Hackers Reveal Security Vulnerability In Trusted Sites
A nefarious new tactic used by hackers works similar to a telephone tap, intercepting information between computers and the trusted Web sites they visit.
Hackers at last week’s Black Hat and DefCon security conferences revealed a significant flaw in the way Web browsers filter untrustworthy sites and block users from accessing them.
The flaw allows cybercriminals who penetrate a network to establish a secret eavesdropping position, enabling them to capture passwords, credit card numbers and other private data flowing between computers on that network and the Web sites users believe are safe.
In an even more worrisome scheme, a hacker could hijack the auto-update feature on a victim’s computer, and trick it into automatically installing malicious code from the attacker’s Web site. In that case, the computer would simply believe the code was a valid update coming from the software manufacturer.
Three hackers demonstrated the attack at the conference — independent security researcher Moxie Marlinspike, who presented alone, and Dan Kaminsky, with security consultancy IOActive Inc., and security researcher Len Sassaman, who presented together.
All three concluded there are serious problems with the way browsers interact with Secure Sockets Layer (SSL) certificates, standard technology used on banking, e-commerce and other Web sites that handle sensitive information.
Companies who make Web browsers and those that sell SSL certificates are now working to address the problem.
Microsoft Corp., who makes the top selling Internet Explorer (IE) browser, said it was looking into the issue, while Mozilla Corp., which makes the No. 2 Firefox browser, said most of the issues were fixed in the latest version of Firefox, with the remainder addressed in an update coming later this week.
VeriSign Inc., one of the leading SSL certificate firms, says its certificates aren’t vulnerable.
Tim Callan, a marketing executive in VeriSign’s SSL business unit, noted that the “tap” would not work against Extended Validation SSL certificates, which cost more and include a deeper inspection of a company’s application.
The hack falls into a class of attacks known as “man-in-the-middle,” in which a cybercriminal places himself between a victim’s computer and a legitimate Web site and pilfers data as it is transmitted back and forth.
Jeff Moss, founder of the Black Hat and Defcon conferences, said the fact a hacker has to actually infiltrate a victim’s network for the attack to work could limit its effectiveness.
“That’s the nice mitigating thing,” said Moss, who this summer was appointed to the Homeland Security Department’s advisory council.
However, “for targeted attacks it’s absolutely deadly,” he warned.
“This is the way you can get everything. If you can get in the middle, you can get everything. It’s a big, giant wake-up call for the industry,” he told the Associated Press.
SSL certificates are vital in ensuring trust on the Internet. Web sites purchase the certificates to encrypt traffic and assure users their information will be kept confidential and not compromised.
Companies that sell SSL certificates verify that the person or business purchasing a certificate actually owns the Web site to which the certificate will be attached.
Although a site’s use of an SSL certificate is typically denoted by the presence of a padlock in the address bar, many visitors don’t pay attention to whether or not the padlock is present.
But unlike people, browsers do care, which is why this week’s presentations are so important. Web browsers are programmed to block sites without a valid SSL certificate, or those with a certificate displaying a Web address that doesn’t match the address a Web surfer was trying to access (which can indicate a hacker has hijacked a user’s Internet session). If the sites are not blocked, users are warned of a potential threat and given the option to click through.
The issues presented by the hackers involve an idiosyncrasy in the way browsers read SSL certificates. Many SSL certificate companies will allow the attachment of a programming symbol known as a “null character” into the Web address of the certificates they receive. But Web browsers typically disregard the symbol, and stop reading at it when they’re verifying the Web address on a certificate.
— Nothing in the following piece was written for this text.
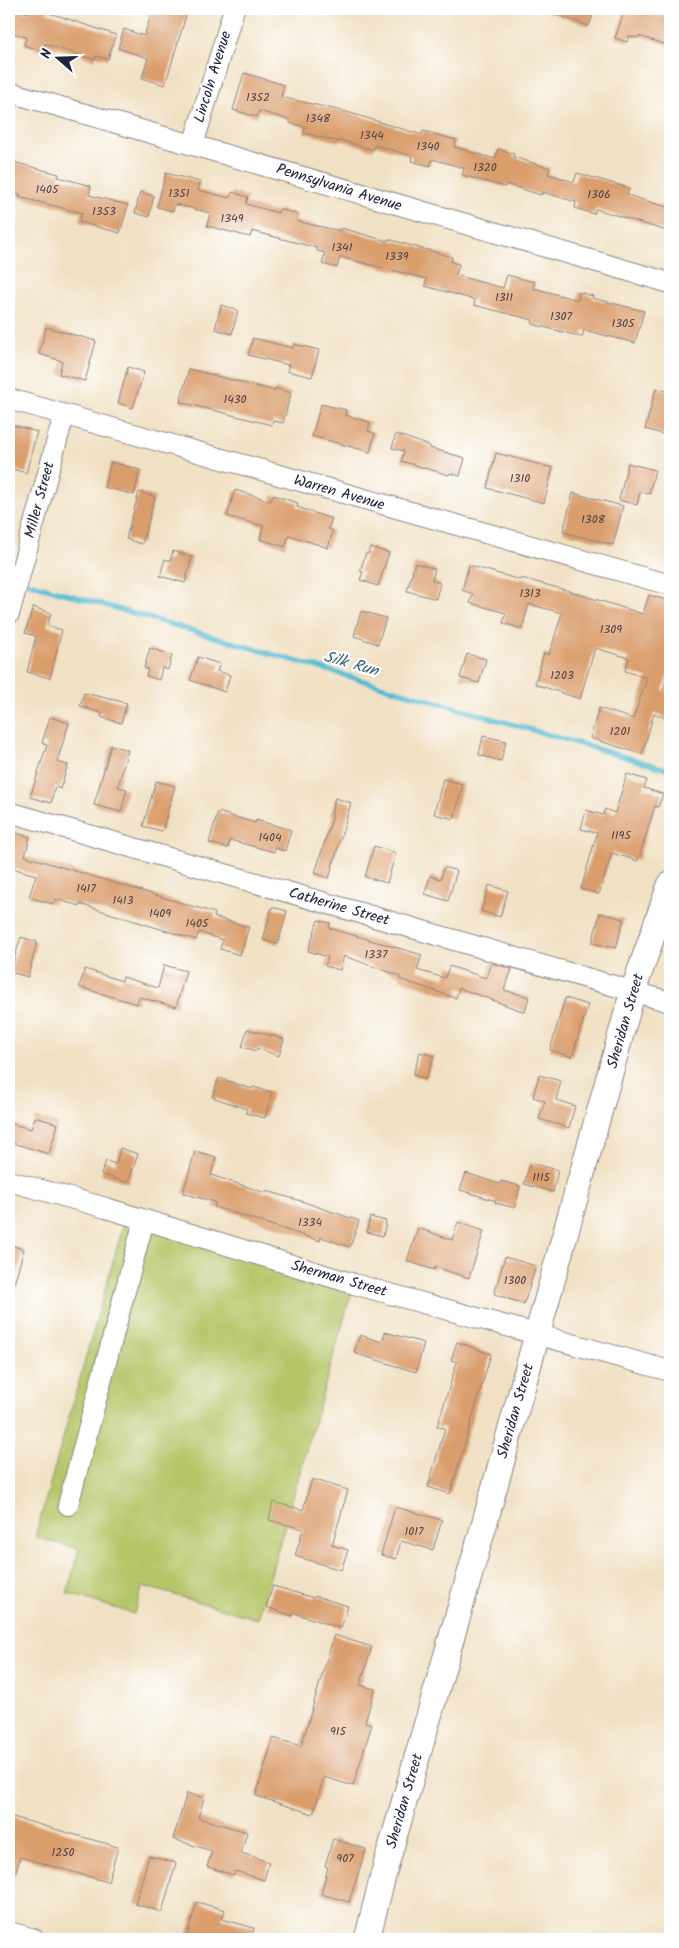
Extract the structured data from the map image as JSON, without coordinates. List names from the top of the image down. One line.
{"streets":{"street":["Lincoln Avenue","Pennsylvania Avenue","Warren Avenue","Miller Street","Catherine Street","Sheridan Street","Sherman Street"]},"crossings":[["Lincoln Avenue","Pennsylvania Avenue"],["Warren Avenue","Miller Street"],["Catherine Street","Sheridan Street"],["Sheridan Street","Sherman Street"]],"water":["Silk Run"],"house_numbers":["1352","1348","1344","1340","1320","1405","1351","1306","1353","1349","1341","1339","1311","1307","1305","1430","1310","1308","1313","1309","1203","1201","1195","1404","1417","1413","1409","1405","1337","1115","1334","1300","1017","915","1250","907"],"north":"left"}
For the latest attack, the security experts said all a hacker would need to do is put the name of a legitimate Web site before the null character, thereby tricking the browser into believing it is visiting the legitimate site, when in fact the site was actually under the hacker’s control. The criminal could then forward the traffic onto the legitimate Web site and spy on everything the victim does while visiting that site.
The attack underscores a serious vulnerability in the very technology used to guarantee safety when sending and receiving sensitive information.
SSL expert Jon Miller, director of Accuvant Labs, predicts considerable attacks against businesses in the coming months using the new technique.
Cybercriminals who operate “phishing” scams, in which people are tricked into visiting fraudulent Web sites, will also likely embrace the new hack.
“What kind of makes this earth-shattering is these aren’t the most sophisticated attacks in the world,” he told the Associated Press.
“This is going to become a huge problem.”
Indeed, it may already be starting. Callan said within hours of the discussions his company received a number of applications for SSL certificates featuring null characters. Verisign denied the requests.